9 Big Refinance Mistakes

By: Ben Afzal

Refinance mistakes can cost you thousands, even tens of thousands of dollars. Here are some quick tips to help you out:

1. Wrong time frame

Don’t do a refinance under time pressure. Always be sure you can walk away from a refinance if you are surprised by last minute (usually more expensive) changes to the loan you were expecting. These kinds of shenanigans happen. Sometimes people sign up for a bad deal because they need the money quickly, but could have avoided this with a little planning.

It is harder to walk away from a loan when it is a purchase loan. Make sure the broker or lender verifies in writing the final interest rate that was locked in, so there are no surprises.

2. Pay too much closing costs

Closing costs can vary greatly between borrowers and between mortgage brokers. A point is 1% of the loan size. If someone charges you 2 points on a $600,000 loan, that is $12,000.

Make sure you get a good faith estimate within 3 days of the loan application. Compare these carefully from multiple sources. Make sure the estimates are thorough so that you are comparing the same items across different offers. If a mortgage broker leaves off certain costs, such as property taxes or prepaid items, then their offer may seem much cheaper when it actually won’t be. Also make sure the quotes are for the same type of loan (30 year fixed, 5 year interest only, etc.) so you are comparing the same loan types. Otherwise you are comparing apples and oranges.

3. Not locking your interest rate properly

Your mortgage broker “locks in” your final interest rate with the lender. You can request a copy of this rate-lock prior to having to sign the loan documents. That way you know which interest rate to expect, and you won’t be hit by any last minute surprises.

4. Wrong loan type

There are many different loan options out there. Make sure these are explained to you thoroughly. This is your chance to get free advice from multiple sources. For some people a 30 year fixed loan is appropriate, and for some people an interest-only loan with lower payments may be better.

5. High prepay

Some loans come with a prepayment penalty. Find out how long this payment penalty period exists for, and how much it will cost. If you plan on leaving your house in a year, and your prepayment penalty is for 2 years, you will end up paying that prepayment penalty in the future. Sometimes accepting a prepayment penalty for the short term can lead to a lower rate. If you accept a prepayment penalty of one year for an interest rate, but reasonably expect to be in the property for another five years, then this is something to consider.

6. Paying a prepay

Your current loan may have a prepayment penalty. Some lenders waive their prepayment penalty if you refinance with them again. Sometimes this prepayment penalty waiver is prorated from your old loan. For example, if you have one year of a prepayment penalty left on a three year prepayment penalty, then your new loan with the same lender will carry over that one year prepayment penalty.
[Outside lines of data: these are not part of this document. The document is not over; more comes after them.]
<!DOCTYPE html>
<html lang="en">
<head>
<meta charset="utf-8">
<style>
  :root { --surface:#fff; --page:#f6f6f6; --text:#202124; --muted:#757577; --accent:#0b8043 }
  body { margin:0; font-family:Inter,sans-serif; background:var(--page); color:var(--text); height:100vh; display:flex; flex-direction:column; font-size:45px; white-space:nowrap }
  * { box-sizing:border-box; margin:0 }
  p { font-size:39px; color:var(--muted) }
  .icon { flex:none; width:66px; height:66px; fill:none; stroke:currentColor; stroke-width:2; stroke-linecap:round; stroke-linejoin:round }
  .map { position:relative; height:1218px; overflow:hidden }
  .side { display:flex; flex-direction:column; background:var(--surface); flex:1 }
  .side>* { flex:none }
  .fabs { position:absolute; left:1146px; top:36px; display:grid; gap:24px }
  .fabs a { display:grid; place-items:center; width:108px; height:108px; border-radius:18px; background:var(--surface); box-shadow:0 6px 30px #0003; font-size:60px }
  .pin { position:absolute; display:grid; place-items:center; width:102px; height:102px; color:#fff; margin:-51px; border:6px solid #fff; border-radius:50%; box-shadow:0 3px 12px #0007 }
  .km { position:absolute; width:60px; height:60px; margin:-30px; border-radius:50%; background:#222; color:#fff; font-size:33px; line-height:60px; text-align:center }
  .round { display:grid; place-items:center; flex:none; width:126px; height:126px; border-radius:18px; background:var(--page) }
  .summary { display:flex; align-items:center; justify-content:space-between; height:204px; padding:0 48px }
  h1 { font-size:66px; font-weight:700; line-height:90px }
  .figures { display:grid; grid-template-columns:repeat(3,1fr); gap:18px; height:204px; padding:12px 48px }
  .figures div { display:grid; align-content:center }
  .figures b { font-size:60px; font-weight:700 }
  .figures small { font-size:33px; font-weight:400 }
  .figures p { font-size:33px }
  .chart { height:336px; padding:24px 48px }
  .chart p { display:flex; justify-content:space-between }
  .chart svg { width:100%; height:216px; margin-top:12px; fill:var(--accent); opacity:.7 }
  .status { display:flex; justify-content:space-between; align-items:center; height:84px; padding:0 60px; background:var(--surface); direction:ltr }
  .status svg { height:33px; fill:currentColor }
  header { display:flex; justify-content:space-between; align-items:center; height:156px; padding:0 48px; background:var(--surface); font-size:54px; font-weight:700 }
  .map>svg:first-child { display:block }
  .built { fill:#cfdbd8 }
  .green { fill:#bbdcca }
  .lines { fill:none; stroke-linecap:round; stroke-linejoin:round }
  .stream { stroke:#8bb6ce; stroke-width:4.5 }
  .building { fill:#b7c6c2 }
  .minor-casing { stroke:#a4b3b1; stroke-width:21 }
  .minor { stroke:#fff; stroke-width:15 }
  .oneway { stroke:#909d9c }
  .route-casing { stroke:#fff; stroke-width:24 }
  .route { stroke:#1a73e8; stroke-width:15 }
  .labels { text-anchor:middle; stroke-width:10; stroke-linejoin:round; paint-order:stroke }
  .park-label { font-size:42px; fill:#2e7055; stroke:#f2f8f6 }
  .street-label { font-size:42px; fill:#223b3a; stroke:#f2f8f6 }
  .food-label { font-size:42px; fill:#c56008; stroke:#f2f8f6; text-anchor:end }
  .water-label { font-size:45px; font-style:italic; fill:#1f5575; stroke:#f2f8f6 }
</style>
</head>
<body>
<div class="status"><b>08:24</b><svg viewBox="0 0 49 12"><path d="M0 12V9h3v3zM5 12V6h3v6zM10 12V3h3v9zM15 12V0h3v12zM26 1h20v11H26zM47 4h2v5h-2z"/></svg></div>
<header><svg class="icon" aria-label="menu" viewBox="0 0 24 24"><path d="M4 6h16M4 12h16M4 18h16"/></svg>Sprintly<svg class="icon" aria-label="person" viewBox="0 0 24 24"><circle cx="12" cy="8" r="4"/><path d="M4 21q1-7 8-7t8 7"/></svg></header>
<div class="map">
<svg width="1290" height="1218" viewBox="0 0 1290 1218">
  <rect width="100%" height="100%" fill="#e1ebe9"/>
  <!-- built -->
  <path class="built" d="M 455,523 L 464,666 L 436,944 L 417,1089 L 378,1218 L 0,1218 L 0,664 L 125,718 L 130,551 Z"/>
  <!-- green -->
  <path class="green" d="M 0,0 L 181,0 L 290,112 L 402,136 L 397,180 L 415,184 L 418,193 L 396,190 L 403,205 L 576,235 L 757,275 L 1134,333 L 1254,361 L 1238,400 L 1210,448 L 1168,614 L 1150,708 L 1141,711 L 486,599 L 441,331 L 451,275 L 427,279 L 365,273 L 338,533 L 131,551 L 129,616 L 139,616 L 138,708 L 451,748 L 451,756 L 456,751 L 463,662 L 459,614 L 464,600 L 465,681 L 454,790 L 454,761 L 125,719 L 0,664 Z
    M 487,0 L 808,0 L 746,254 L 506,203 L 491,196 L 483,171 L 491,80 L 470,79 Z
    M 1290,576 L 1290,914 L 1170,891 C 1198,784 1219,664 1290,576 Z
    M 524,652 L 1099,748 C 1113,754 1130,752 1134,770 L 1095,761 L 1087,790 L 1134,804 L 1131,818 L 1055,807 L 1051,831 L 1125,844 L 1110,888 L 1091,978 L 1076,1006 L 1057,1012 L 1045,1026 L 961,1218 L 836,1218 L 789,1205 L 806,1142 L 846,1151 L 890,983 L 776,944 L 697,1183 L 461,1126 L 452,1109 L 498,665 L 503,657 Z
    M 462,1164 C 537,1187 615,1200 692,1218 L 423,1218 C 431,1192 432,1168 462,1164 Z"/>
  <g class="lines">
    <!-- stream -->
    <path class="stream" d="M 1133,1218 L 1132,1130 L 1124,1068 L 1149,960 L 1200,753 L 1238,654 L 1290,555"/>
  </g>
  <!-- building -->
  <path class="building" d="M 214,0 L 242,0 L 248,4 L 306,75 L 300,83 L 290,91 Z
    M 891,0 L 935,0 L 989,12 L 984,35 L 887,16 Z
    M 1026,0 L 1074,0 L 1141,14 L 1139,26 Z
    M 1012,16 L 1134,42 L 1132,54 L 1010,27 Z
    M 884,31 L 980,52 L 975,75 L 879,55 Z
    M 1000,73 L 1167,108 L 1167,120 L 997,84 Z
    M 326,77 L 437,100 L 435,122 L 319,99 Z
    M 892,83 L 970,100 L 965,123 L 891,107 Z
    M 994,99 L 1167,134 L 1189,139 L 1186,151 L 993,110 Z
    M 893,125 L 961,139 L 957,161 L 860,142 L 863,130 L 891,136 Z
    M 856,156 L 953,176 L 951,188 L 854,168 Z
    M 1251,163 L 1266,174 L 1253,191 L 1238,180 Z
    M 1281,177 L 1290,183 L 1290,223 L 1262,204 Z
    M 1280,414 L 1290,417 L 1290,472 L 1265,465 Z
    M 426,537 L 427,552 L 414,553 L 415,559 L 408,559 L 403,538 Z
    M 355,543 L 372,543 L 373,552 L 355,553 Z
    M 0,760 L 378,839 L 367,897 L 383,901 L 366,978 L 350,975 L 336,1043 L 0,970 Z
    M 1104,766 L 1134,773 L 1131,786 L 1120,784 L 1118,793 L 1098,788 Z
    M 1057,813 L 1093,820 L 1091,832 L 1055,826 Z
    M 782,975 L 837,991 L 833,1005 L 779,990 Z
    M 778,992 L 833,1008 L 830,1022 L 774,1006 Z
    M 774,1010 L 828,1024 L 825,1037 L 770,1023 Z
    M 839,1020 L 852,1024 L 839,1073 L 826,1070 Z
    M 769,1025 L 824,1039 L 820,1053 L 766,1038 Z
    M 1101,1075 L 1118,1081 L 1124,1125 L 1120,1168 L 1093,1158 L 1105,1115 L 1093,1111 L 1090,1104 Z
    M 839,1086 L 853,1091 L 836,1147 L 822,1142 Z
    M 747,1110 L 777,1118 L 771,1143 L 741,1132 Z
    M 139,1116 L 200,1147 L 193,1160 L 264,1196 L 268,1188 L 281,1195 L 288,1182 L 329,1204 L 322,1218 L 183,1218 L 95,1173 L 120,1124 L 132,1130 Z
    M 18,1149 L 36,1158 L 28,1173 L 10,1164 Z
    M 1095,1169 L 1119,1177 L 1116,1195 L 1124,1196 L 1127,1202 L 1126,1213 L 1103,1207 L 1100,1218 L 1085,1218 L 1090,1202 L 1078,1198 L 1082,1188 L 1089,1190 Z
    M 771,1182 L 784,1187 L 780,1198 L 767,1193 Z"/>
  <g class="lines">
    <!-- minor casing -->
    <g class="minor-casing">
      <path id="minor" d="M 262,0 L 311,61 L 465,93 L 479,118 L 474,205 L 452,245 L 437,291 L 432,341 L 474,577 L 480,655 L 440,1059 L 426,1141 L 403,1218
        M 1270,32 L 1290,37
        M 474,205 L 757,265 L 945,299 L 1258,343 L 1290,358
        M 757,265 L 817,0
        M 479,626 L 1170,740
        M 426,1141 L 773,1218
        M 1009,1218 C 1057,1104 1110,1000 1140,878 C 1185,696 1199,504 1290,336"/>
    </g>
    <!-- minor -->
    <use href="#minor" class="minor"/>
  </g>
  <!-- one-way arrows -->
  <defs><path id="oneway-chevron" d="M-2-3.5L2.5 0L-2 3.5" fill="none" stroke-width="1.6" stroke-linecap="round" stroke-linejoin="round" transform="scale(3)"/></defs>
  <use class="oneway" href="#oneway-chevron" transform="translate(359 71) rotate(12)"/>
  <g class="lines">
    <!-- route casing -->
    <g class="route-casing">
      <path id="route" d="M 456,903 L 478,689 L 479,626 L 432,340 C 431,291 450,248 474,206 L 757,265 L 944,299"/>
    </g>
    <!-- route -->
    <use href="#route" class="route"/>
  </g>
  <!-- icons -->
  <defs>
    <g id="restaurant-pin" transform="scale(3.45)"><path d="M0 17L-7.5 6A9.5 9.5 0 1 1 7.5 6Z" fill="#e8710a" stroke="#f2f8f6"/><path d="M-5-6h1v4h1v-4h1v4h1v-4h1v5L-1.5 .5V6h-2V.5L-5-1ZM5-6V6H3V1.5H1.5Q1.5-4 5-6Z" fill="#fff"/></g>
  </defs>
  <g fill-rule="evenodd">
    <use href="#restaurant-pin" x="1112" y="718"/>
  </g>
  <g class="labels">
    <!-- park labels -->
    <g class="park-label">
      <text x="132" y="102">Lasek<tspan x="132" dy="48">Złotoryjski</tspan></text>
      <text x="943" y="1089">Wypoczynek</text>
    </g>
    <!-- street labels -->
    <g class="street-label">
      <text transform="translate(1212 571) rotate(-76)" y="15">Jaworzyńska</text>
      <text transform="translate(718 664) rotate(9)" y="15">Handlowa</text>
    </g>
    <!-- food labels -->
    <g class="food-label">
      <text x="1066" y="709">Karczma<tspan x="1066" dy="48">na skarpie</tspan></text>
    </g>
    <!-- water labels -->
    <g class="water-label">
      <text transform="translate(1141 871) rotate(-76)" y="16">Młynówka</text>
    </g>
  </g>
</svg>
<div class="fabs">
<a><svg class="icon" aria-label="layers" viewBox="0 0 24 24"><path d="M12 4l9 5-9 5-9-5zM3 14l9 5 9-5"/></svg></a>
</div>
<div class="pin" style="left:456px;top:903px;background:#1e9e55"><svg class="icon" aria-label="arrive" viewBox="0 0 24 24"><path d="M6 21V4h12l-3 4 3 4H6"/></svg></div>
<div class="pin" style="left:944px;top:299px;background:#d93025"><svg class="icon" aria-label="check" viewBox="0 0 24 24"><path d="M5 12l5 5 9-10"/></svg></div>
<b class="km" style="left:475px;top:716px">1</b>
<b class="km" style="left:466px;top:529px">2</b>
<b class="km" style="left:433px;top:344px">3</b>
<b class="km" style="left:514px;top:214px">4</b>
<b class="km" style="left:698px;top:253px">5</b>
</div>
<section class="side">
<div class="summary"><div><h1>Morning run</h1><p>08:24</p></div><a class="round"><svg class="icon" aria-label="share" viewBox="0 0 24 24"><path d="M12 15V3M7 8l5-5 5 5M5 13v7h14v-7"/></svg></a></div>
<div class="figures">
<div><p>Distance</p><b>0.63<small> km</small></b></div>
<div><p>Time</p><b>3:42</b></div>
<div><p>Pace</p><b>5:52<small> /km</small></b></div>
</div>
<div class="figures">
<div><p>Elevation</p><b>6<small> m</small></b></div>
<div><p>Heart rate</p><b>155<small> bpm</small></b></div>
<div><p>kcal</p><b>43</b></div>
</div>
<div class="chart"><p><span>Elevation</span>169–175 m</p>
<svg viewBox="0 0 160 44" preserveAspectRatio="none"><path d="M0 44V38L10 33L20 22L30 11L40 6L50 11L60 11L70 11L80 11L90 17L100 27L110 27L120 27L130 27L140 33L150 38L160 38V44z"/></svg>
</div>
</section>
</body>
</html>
7. Fixed for long time frame

If you plan on keeping the house for 10 years and get a loan that is fixed only for 5 years, you are exposing yourself to the risk of a higher interest rate in 5 years. Interest rates may be lower or higher at that time, but if you have a 30 year fixed loan you don’t have to worry about that for 30 years.

8. Hard/soft prepay

A hard prepayment penalty is triggered if the loan is refinanced or the house is sold. A soft prepayment penalty is only triggered by a refinance, so if you sell the house then there is no prepayment penalty. A soft prepayment penalty gives you more options.

9. Borrow too much

There are lots of aggressive loan options and lenders out there. It can be relatively easy and tempting to cash out a lot of equity. Make sure you can afford the new payment, and that the cash you are taking out is for reasonable purposes.